Before following these steps, please make sure you have read the background section [Why use this tool].

Step A: Check job coding:

  1. Jobs coded to major group codes only should be recoded or excluded from analysis
  2. Many of the submajor and minor group codes require recoding – see the comments column.
  3. Jobs may be classified under more than one exposure category. The ‘uncertain’ category indicates job codes that are considered to be only poorly classified by this system.

Step B: Initial merging of the job exposure matrix to your dataset:

  1. Start with a dataset from your own study that is set up to have one row per job (so if a person has more than one job, she or he will have more than one row in the dataset). The dataset should include (as a minimum) the person id variable, the ISCO job code, and one or more variables to identify which job this is for the person (eg. start and stop dates or job number). If possible, the data set should include the TEXT that describes the job and industry (eg. job title/ industry title/ and brief descriptions).
  2. Merge this job exposure matrix to your data set (merging on ISCO code) using whatever computerized merging system you have available. If you have a sas data set, you can modify the SAS code provided here to do this step.
  3. You should now have a data set in which each row identifies a job held by your study subject (with the same original variables you had in your own dataset) PLUS 29 new variables. The new variables include 2 ‘CHECK’ variables, 18 ASTHMA HIGH RISK exposure variables (including 1 RADS exposure risk variable), 4 ASTHMA LOW RISK expsoure variables, 1 ASTHMA NO OR VERY LOW RISK variable, 1 variable to identify jobs with large uncertainty in the exposure estimates, 1 variable with comments, and 1 variable for your own use if you want to flag anything.

Step C: First level of 'verification' - checking ISCO job coding:

  1. Sort the data set by the variable ‘check ISCO’. Review all the ISCO codes for the jobs so identified, and make changes to ISCO codes as instructed in the ‘comments’ column.
  2. Re-check all remaining job title codes (ie. ISCO codes) by sorting the resulting data set by the ISCO code variable and examine your job title / industry TEXT – not the standard ISCO text – rather the text from your original data set (for each job). The purpose of this step is find out if you have any remaining ISCO coding errors in your original data set. If you identify errors in the ISCO coding, correct them now.
  3. Save a new version of your dataset. Remerge this new dataset (ie. with corrected ISCO codes) with the job exposure matrix again (ie. go back to step B and repeat it).

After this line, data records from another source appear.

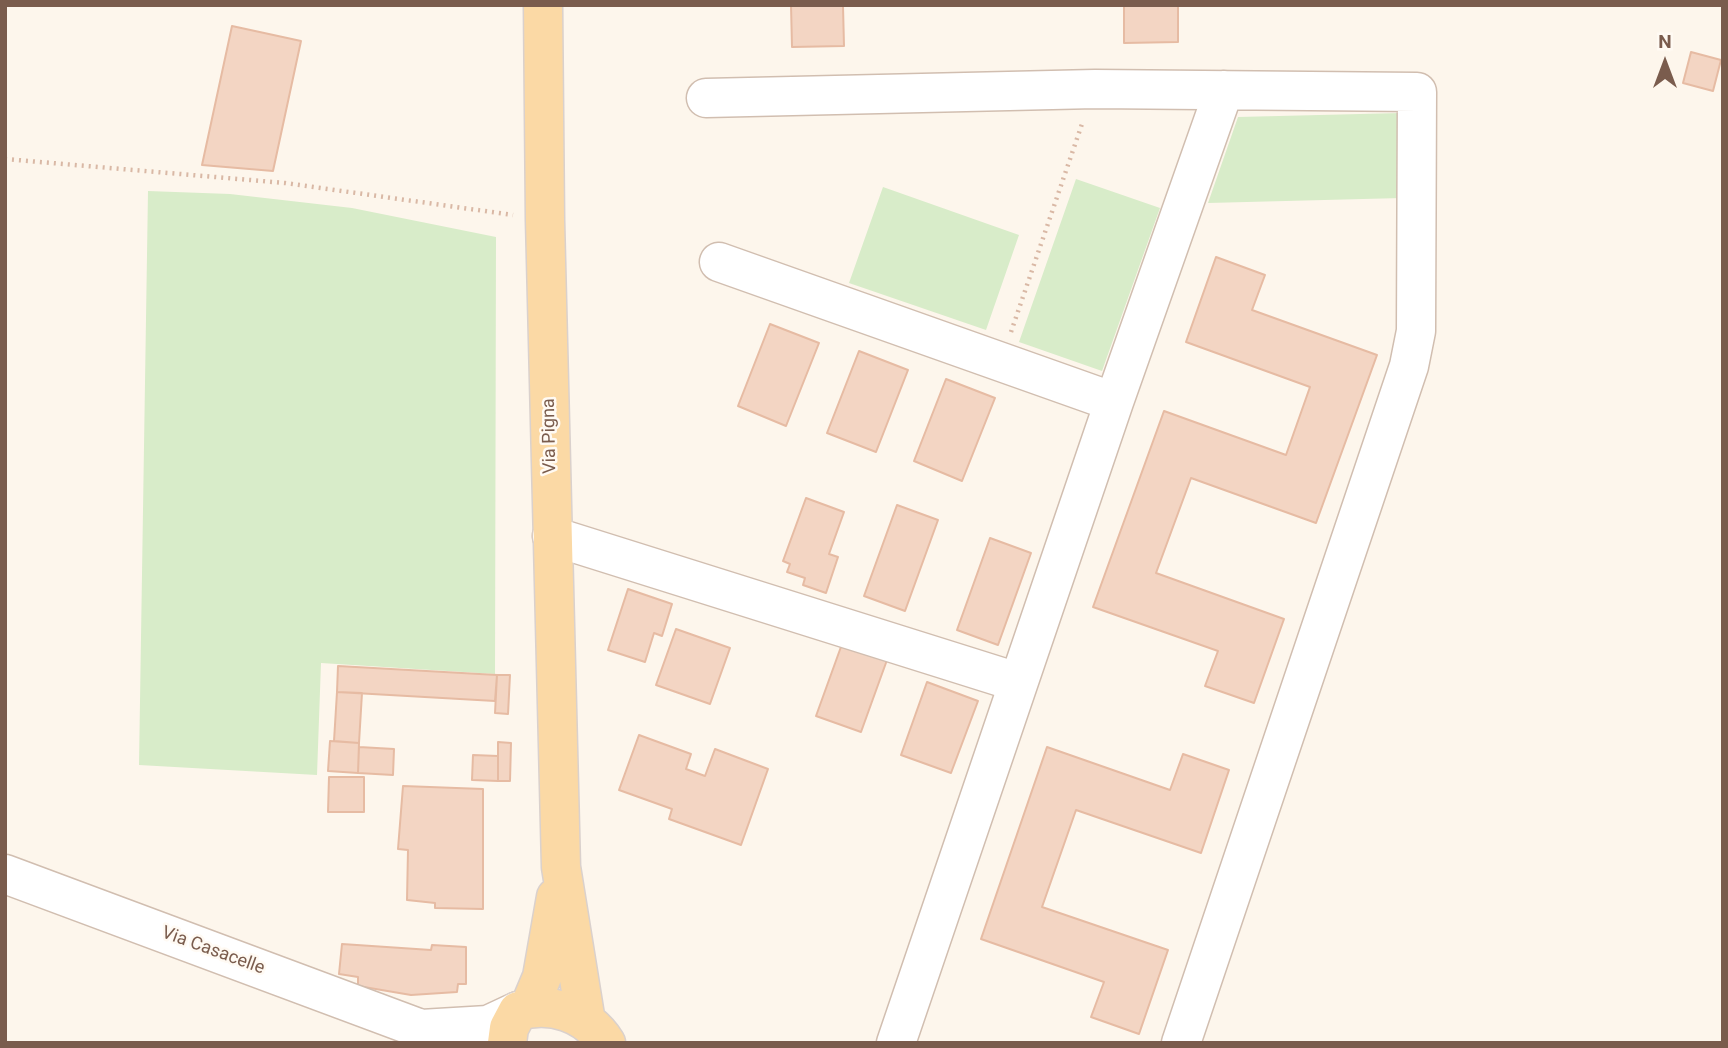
<!DOCTYPE html>
<style>
body{margin:0}
#map{position:relative;width:1728px;height:1048px;overflow:hidden;background:#fdf6ec;font-family:Roboto,sans-serif}
canvas{display:block}
.frame{position:absolute;inset:0;border:7px solid #7a5c4d;pointer-events:none}
.north{position:absolute;left:1630px;top:28px;width:70px;height:70px;-webkit-text-stroke:5px #fffaf3;paint-order:stroke;rotate:0deg;font-size:19px;font-weight:700;line-height:28px;text-align:center;color:#7a5c4d}
.north::after{content:'';display:block;margin:auto;width:24px;height:32px;background:#7a5c4d;clip-path:polygon(50% 0,100% 100%,50% 72%,0 100%)}
</style>
<div id="map">
<canvas width="1728" height="1048"></canvas>
<div class="frame"></div>
<div class="north">N</div>
</div>
<script>
const g = document.querySelector('canvas').getContext('2d');
g.lineJoin = 'round';
function fill(path, color) {
  g.fillStyle = color;
  g.fill(path, 'evenodd');
}
function trace(path, color, width, dash) {
  g.strokeStyle = color;
  g.lineWidth = width;
  g.lineCap = dash ? 'butt' : 'round';
  g.setLineDash(dash || []);
  g.stroke(path);
}
function drawText(font, color, halo, rows, align = 'center') {
  g.font = font + ' Roboto,sans-serif';
  g.lineWidth = 5;
  g.setLineDash([]);
  g.textBaseline = 'middle';
  g.strokeStyle = halo;
  g.fillStyle = color;
  for (const [text, x, y, turn = 0] of rows) {
    g.save();
    g.translate(x, y);
    g.rotate((+turn || 0) * Math.PI / 180);
    g.textAlign = isNaN(turn) ? turn : align;
    if (halo) g.strokeText(text, 0, 0);
    g.fillText(text, 0, 0);
    g.restore();
  }
}
const green = new Path2D(`
 M1401,113L1402,198L1208,203L1238,117Z
 M1076,179L1160,208L1102,371L1019,342Z
 M883,187L1019,235L986,330L849,283Z
 M148,191L230,194L352,208L496,237L495,674L321,663L317,775L139,765Z`);
const building = new Path2D(`
 M791,5H882L843,6L844,46L792,47Z
 M1124,5H1178V42L1124,43Z
 M232,26L301,41L273,171L202,165Z
 M1691,52L1721,60L1713,91L1683,83Z
 M1216,257L1265,275L1252,310L1377,355L1316,523L1191,478L1156,573L1284,619L1254,703L1205,686L1218,651L1093,607L1164,411L1286,455L1310,387L1186,342Z
 M770,324L819,343L786,426L738,406Z
 M859,351L908,370L876,452L827,433Z
 M946,379L995,398L962,481L914,461Z
 M806,498L844,512L829,554L838,557L826,593L803,585L805,578L787,572L790,564L783,561Z
 M897,505L938,520L905,611L864,596Z
 M990,538L1031,553L998,645L957,630Z
 M628,589L672,604L662,636L654,633L645,662L608,650Z
 M676,629L730,648L710,704L656,685Z
 M842,644L887,660L861,732L816,716Z
 M338,666L497,675L495,701L337,692Z
 M497,675H510L508,714L495,713Z
 M927,682L978,701L951,773L901,755Z
 M337,692L362,693L359,743L334,741Z
 M639,735L691,754L686,769L705,776L715,749L768,769L741,845L669,819L672,809L619,790Z
 M330,741L359,743L358,773L328,771Z
 M498,742L511,743L510,781H498Z
 M359,747L394,749L393,775L358,773Z
 M1047,747L1170,790L1183,754L1229,770L1201,853L1076,810L1042,907L1168,950L1139,1034L1091,1017L1104,982L981,939Z
 M473,755L498,756V781L472,780Z
 M329,777H364V812H328Z
 M403,786L483,789V909L435,908V903L407,900L408,850L398,849Z
 M342,944L431,950L432,945L466,947V984H458L457,992L411,995L358,986V977L339,974Z`);
const path = new Path2D(`
 M5,159L285,183L513,215
 M1011,332L1083,121`);
const minor = new Path2D(`
 M706,98L1095,89L1417,92L1416,331L1409,366L1181,1043
 M719,262L1114,402
 M552,536L1017,682
 M5,874L421,1029L448,1043
 M421,1029L488,1025L518,1011
 M896,1043L1114,402L1224,90`);
const major = new Path2D(`
 M543,5L545,220L561,867L586,1022
 M529,1008L542,977L556,897
 M507,1043L509,1028L518,1011C551,1002 586,1012 606,1043`);
const streetNames = [
 ["Via Pigna",550,436,-91],
 ["Via Casacelle",213,951,20]
];
fill(green, '#d8ecc9');
fill(building, '#f3d5c3');
trace(building, '#e6bba3', 2);
trace(minor, '#d1beb0', 41);
trace(major, '#dad1cd', 41);
trace(path, '#d9b8a5', 4.5, [2, 5]);
trace(minor, '#fff', 38);
trace(major, '#fbd9a5', 38);
drawText('18px', '#7a5c4d', '#fffaf3', streetNames);
</script>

Step D: Second level of 'verification' - checking / correcting the exposure codes for SELECTED jobs:

  1. Sort the dataset by the ‘check exposures’ variable and identify all jobs coded as ‘1’ for this variable. Look at the instructions / suggestions listed under the variable ‘comments’ and consider whether or not it is necessary to reassign one or more of the exposure variable codes for these jobs.
  2. The 4 ‘low asthma risk exposure’ variables are included so you can keep track of other exposures that may contribute to airflow obstruction if you wish. You may find it useful to use these variables (especially the one labelled ‘low asthmagen’) instead of changing one of the high risk asthma exposure variable codes if you are not certain you should make a change.

IMPORTANT: During this step, only change those codes as directed by the comments section. If you are not sure what to do, LEAVE THE CODING AS IS.